Obese patients are orexigenic. They are leptin-resistant because they either do not produce enough leptin protein in their systems to stop them from wanting to eat or they produce too much ghrelin within their bodies which stimulates the appetite.
In studying the leptin-ghrelin cycle researchers at the Scripps Research Institute in La Jolla, California have identified a way to suppress grhelin using an antibody. Under the leadership of Dr. Eric Zorrilla, a neuroscientist who specializes in eating disorders, the Scripps research team has developed an antibody-based therapy that combine an anti-ghrelin with a carrier protein harvested from a mollusc, the Keyhole Limpet.

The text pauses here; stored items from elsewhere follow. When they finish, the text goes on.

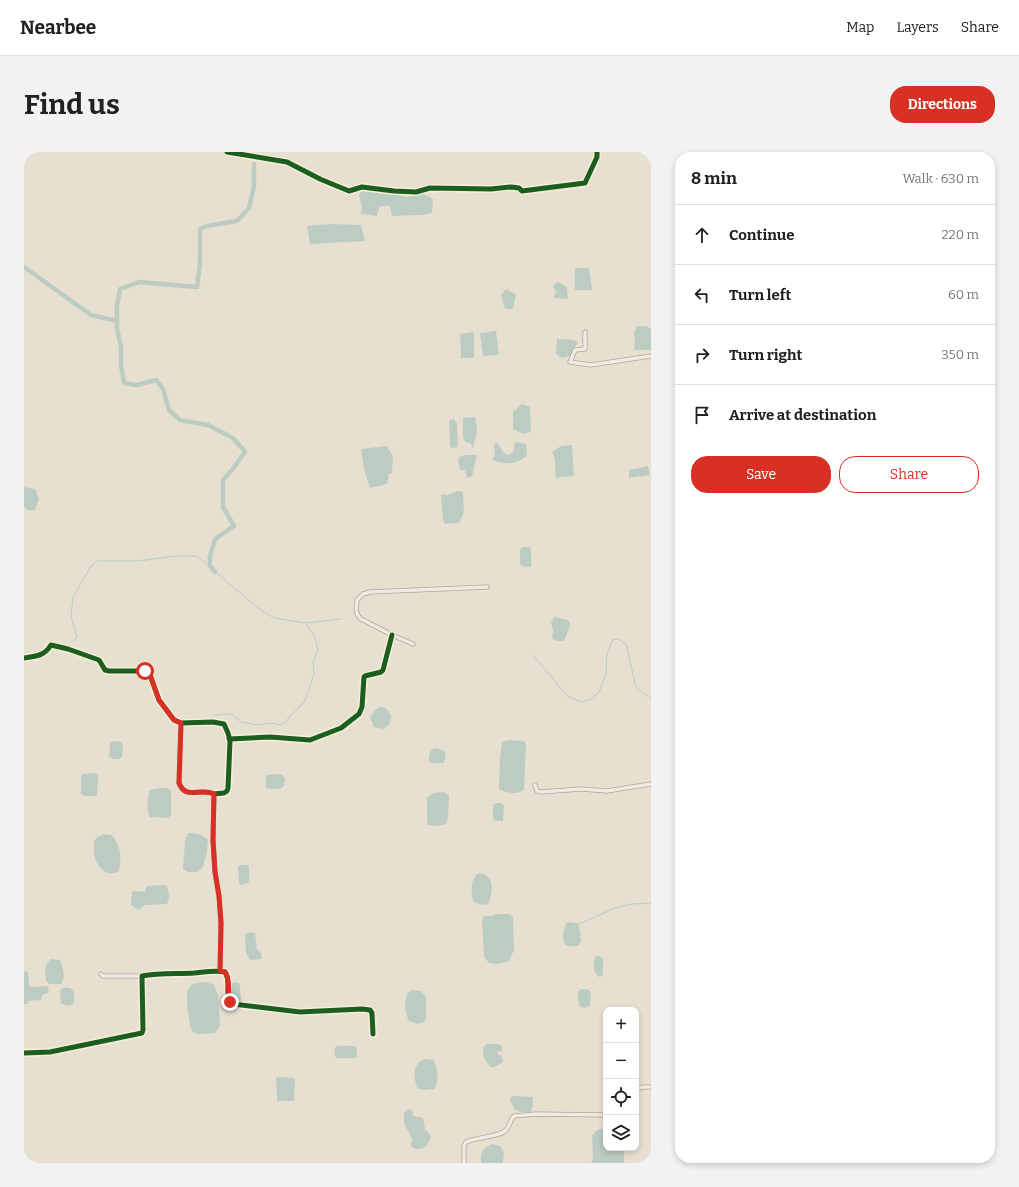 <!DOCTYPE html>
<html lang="en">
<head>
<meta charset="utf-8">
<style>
  :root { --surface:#fff; --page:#f2f2f2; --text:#202124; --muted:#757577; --line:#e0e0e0; --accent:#d93025 }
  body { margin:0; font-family:Bitter,serif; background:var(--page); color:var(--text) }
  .controls { position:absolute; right:12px; bottom:12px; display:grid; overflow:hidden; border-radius:8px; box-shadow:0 2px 6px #0003 }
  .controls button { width:36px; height:36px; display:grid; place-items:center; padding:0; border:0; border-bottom:1px solid var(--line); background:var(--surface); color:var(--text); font:20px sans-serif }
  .stop { position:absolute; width:12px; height:12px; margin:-9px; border:3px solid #d93025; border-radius:50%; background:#fff }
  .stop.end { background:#d93025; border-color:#fff; box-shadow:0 1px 4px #0008 }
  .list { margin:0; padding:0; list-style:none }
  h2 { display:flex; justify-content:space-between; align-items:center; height:52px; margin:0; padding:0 16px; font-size:17px }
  h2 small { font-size:13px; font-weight:400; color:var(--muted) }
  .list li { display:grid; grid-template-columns:26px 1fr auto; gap:12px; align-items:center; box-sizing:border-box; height:60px; padding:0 16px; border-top:1px solid var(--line) }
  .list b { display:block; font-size:15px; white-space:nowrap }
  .list em { font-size:13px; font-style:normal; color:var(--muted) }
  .actions { display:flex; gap:8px; padding:12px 16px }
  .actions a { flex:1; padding:9px 0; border:1px solid var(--accent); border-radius:16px; text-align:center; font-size:14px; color:var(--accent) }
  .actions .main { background:var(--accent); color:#fff }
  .icon { flex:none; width:22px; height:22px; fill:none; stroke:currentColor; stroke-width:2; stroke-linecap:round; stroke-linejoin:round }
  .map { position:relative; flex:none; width:627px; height:1011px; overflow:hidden; border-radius:16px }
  header { display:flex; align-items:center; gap:24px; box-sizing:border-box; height:56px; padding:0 20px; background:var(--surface); border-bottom:1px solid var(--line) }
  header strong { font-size:19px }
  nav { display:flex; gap:22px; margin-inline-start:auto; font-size:14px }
  .intro { display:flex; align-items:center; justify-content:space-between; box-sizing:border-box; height:96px; padding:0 24px }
  h1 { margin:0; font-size:28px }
  .button { padding:10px 18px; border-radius:16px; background:var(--accent); color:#fff; font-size:14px; font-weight:700 }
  main { display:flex; gap:24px; padding:0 24px }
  aside { flex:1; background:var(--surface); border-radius:16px; box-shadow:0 2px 6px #0003 }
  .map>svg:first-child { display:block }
</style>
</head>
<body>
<header>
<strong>Nearbee</strong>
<nav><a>Map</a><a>Layers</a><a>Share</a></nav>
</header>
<div class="intro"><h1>Find us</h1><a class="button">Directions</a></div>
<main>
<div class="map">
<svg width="627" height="1011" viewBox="0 0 627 1011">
  <rect width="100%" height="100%" fill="#e7e0d1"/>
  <g fill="#bcccc2">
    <path d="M338 39 371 42 382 45 399 42 409 47 408 61 397 63 368 64 366 54H356L353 64 337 62 338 55 335 43Z"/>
    <path d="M307 72 337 73 341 89 286 92 283 74Z"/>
    <path d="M551 116H565L568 138H551Z"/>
    <path d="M534 130 543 135 544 147 529 146 532 141 529 134Z"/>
    <path d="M482 137 492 142 489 157H481L477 143Z"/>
    <path d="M613 174H622L627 177V198H610L611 192 610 180Z"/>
    <path d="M472 179 475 203 459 204 456 181Z"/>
    <path d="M450 180V206H437L436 182Z"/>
    <path d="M533 187 549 188 554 190 546 204 538 206 532 202Z"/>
    <path d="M498 252 506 255 507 280 499 282 489 277V260Z"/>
    <path d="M451 265C454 277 453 283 449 296L446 291 441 290C437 282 440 275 439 266Z"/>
    <path d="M430 267 433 272 434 295 427 296 426 292 425 268Z"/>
    <path d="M491 290 502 292 503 304C490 313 483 313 468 308L471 304 470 292 473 291 480 301 484 303 490 299Z"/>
    <path d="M548 293 550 324 535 325 532 327 531 307 528 300 537 294Z"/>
    <path d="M363 294 369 305 368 321 365 322 363 332 346 336 340 317 337 297Z"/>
    <path d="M445 303H453L448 324 443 326 441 318H436L434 308 436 304Z"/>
    <path d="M624 314 626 323 605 326V318Z"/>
    <path d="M0 335 11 337 15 347 11 358H3L0 354Z"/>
    <path d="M434 339 439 340 440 360 435 371 421 372 419 368 417 342 423 343Z"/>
    <path d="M499 395H506L507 398V414L506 415 498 414 496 412V397Z"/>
    <path d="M530 465 544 468 546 471 545 477 540 489C535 489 531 490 528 486L529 479 527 471Z"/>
    <path d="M357 555 362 556 367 563 366 571 360 577 350 575 346 566 352 557Z"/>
    <path d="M486 588 500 589 502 592 500 638C493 643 483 641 475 637V634L476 605 478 591 480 589Z"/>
    <path d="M90 589 97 590 99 593 98 605 95 607H89L85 605 86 591Z"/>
    <path d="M410 596 419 598 422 602 420 611H408L405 609C405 603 405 600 410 596Z"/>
    <path d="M69 621 73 622 74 625 73 642 72 644H61L57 642V624L58 622Z"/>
    <path d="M251 622 258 623 261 626 260 634C255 639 249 637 242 636V625L243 623Z"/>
    <path d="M139 636H143L147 639V663L144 666 126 665C122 658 124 647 125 639L129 637Z"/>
    <path d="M419 640 425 643 424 665 422 672 413 674 404 673 403 668V645L410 641Z"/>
    <path d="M472 651H477L480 654 479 669H471L469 667V653Z"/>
    <path d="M164 681C172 681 179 682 184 688L183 700 179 715 173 720H164L159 717 161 688Z"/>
    <path d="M79 682 88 683C97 696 98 703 95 719 81 728 69 710 70 697 70 694 69 690 71 688 72 685 76 684 79 682Z"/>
    <path d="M216 713H224L225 714V729L224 731 217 733 215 730 214 715Z"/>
    <path d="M456 721C471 723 469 742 464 752 458 754 454 752 449 749 447 738 446 731 453 722Z"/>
    <path d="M140 733 143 734C145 741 146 745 143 752L121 753 114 758 107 753 108 741 109 739 121 740 122 735 124 734Z"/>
    <path d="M473 762H486L489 766 490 798 485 809 474 812 465 811 460 805 458 768 460 764H468Z"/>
    <path d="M544 770 553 771 555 773 557 789 554 794C551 794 546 795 544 794 536 791 540 777 542 771Z"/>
    <path d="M227 780 231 781 233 797 237 801 238 807 226 808 222 801 221 782Z"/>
    <path d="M572 804H576L579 807V823L575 825C568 819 569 812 572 804Z"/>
    <path d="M27 807 36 808C39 815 42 826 37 832H25L22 829C21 820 20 813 27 807Z"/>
    <path d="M0 819 4 820 5 834 7 835 23 834C25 836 25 838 24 841L18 843 17 848 4 849 3 852H0Z"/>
    <path d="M182 830 190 833 194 843 196 874 191 881 173 882 168 879C165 872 161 844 164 837 165 835 167 834 168 832Z"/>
    <path d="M212 830 215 831 216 834 217 851 210 849 207 846V832L208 831Z"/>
    <path d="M39 836H46L50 840V851L46 854 37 852 36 838Z"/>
    <path d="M557 837H563L566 839 567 845 566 854 560 856 556 855 554 848V840Z"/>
    <path d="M389 838 397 839 402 845V867L400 870 394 872 385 869C380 858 380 851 384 840Z"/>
    <path d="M463 892C470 892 480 890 478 899H473L474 903H477L479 909V910L470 915H466C461 908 457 903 460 894Z"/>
    <path d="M313 894H330L332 895 333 900V905L330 906H312C310 902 309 897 313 894Z"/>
    <path d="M401 907 409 908C414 916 416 929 410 937L400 938 393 936C390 925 387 912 401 907Z"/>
    <path d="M254 925 271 926 270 949H253L252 926Z"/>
    <path d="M488 944 509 945C509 950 510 956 506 960H498L491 958 487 950 486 947Z"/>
    <path d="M385 957 388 958 389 964 399 966 401 977 407 984C405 994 399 999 389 996L387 993 388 987 380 971V961Z"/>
    <path d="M582 976V996H600V1011H567L569 1006 568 983 573 978Z"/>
    <path d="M468 992 476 994 480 1000 479 1011H457C456 1001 459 996 468 992Z"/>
  </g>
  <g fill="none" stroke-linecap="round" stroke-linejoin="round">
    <g stroke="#bcccc2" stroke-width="1">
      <path d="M49 490 53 485 47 464 49 445 67 414 73 409H114L153 404H173L234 456 250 466 282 471 317 467"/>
      <path d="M509 503 543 544 557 550 567 547 575 540 582 522 583 501 589 488 594 487 602 492 612 535 627 547"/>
      <path d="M190 563 208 562 217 570 233 573 246 571 258 573 281 549 290 523 289 509 294 499 291 485 282 472"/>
      <path d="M555 772 591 756 608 752 627 751"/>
    </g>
    <g stroke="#bcccc2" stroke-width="4.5">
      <path d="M0 115 67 163 93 169"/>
      <path d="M191 420 186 414V404L191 387 210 374 199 355V328L208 318 221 300 209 286 184 273 156 268 145 258 139 237 132 228 113 233 100 231 97 213V195L93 177V154L96 137 115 130 173 135 176 111V77L183 74 213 69 225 56 230 34V12"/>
    </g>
    <g stroke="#ada599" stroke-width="5">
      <g id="street">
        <path d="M203 0 263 10 296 27 325 39 338 35 370 39 392 40 406 36 467 37 487 35 495 36 498 39 561 31 573 5V0"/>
        <path d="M561 180V197L551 198 546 210 567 213 627 204"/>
        <path d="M389 492 368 483 337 467C331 462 332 456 333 448L339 442 346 440 463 435"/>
        <path d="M0 506C13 504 20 504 27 493L44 497 75 508 81 518 85 519H121L125 520 135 548 150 568 157 571 189 570 200 572 204 581 206 589 204 636 203 639 200 641 190 642"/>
        <path d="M157 571 155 631C162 649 177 635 190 642L189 688 191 720 195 744 197 771 196 819"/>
        <path d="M205 587 246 585 286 588 317 576 335 562 338 555 340 525 341 524 357 520 359 518 368 483"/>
        <path d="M511 633 513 639 517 640 557 637 583 639 627 632"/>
        <path d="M77 822 79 824H118"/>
        <path d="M0 901 26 900 118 881 119 878 118 824C135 821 152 822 170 821 181 820 191 818 201 820 208 829 199 844 209 852L276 860 338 857 346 858 348 861 349 882"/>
        <path d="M612 937 619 935H627"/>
        <path d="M440 1011V994L442 990C452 985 476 985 482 978 486 974 486 968 490 964L512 962 582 963"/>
      </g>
    </g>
    <use href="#street" stroke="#efebe3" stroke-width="3.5"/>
    <g stroke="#f7eed8" stroke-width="8">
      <g id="cycleway">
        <path d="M203 0 263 10 296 27 325 39 338 35 370 39 392 40 406 36 467 37 487 35 495 36 498 39 561 31 573 5V0"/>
        <path d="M0 506C13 504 20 504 27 493L44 497 75 508 81 518 85 519H121L125 520 135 548 150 568 157 571 189 570 200 572 204 581 206 589 204 636 203 639 200 641 190 642"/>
        <path d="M205 587 246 585 286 588 317 576 335 562 338 555 340 525 341 524 357 520 359 518 368 483"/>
        <path d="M0 901 26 900 118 881 119 878 118 824C135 821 152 822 170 821 181 820 191 818 201 820 208 829 199 844 209 852L276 860 338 857 346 858 348 861 349 882"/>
      </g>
    </g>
    <use href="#cycleway" stroke="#1b5e20" stroke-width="5"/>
  </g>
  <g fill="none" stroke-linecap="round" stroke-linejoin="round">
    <path stroke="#d93025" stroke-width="5" d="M121 519 125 520 135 548 150 568 157 571 155 631C162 649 177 635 190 642L189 688 191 720 195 744 197 771 196 819 201 820C207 828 203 841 206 850"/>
  </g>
</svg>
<div class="controls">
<button>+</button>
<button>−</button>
<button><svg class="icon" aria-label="locate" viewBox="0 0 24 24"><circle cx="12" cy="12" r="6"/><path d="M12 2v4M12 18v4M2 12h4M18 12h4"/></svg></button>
<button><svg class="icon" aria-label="layers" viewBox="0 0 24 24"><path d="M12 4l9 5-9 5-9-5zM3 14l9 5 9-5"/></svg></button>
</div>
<div class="stop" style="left:121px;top:519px"></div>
<div class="stop end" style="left:206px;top:850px"></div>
</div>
<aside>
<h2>8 min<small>Walk · 630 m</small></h2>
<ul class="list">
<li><svg class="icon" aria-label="ahead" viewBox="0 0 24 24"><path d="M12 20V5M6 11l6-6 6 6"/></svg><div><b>Continue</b></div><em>220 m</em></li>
<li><svg class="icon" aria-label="left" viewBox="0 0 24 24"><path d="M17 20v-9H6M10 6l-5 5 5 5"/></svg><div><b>Turn left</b></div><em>60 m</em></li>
<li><svg class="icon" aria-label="right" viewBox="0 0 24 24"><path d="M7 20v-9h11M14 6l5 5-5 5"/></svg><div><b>Turn right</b></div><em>350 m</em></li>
<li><svg class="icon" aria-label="arrive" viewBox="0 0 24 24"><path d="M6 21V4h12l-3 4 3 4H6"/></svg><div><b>Arrive at destination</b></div></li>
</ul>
<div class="actions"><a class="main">Save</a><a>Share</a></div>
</aside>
</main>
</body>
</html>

The protein, Keyhole Limpet Hemocyanin or KLH, is currently being studied as a carrier protein for cancer treatment vaccines to treat non-Hodgkins lymphoma, cutaneous melanoma, breast and bladder cancers. But what it can do for cancer also works when it is coupled with ghrelin antibodies. Currently being tested in animal studies, Scripps plans a human vaccine trial in the near future.
Is the future of obesity tied to a vaccine rather than dieting and lifestyle changes? For most of us who can control obesity and being overweight by changing diet and behaviour the obesity vaccine will probably never be something we need. But like so much of the progress we make in technology we may just choose the easy way out and get a shot to deal with being overweight.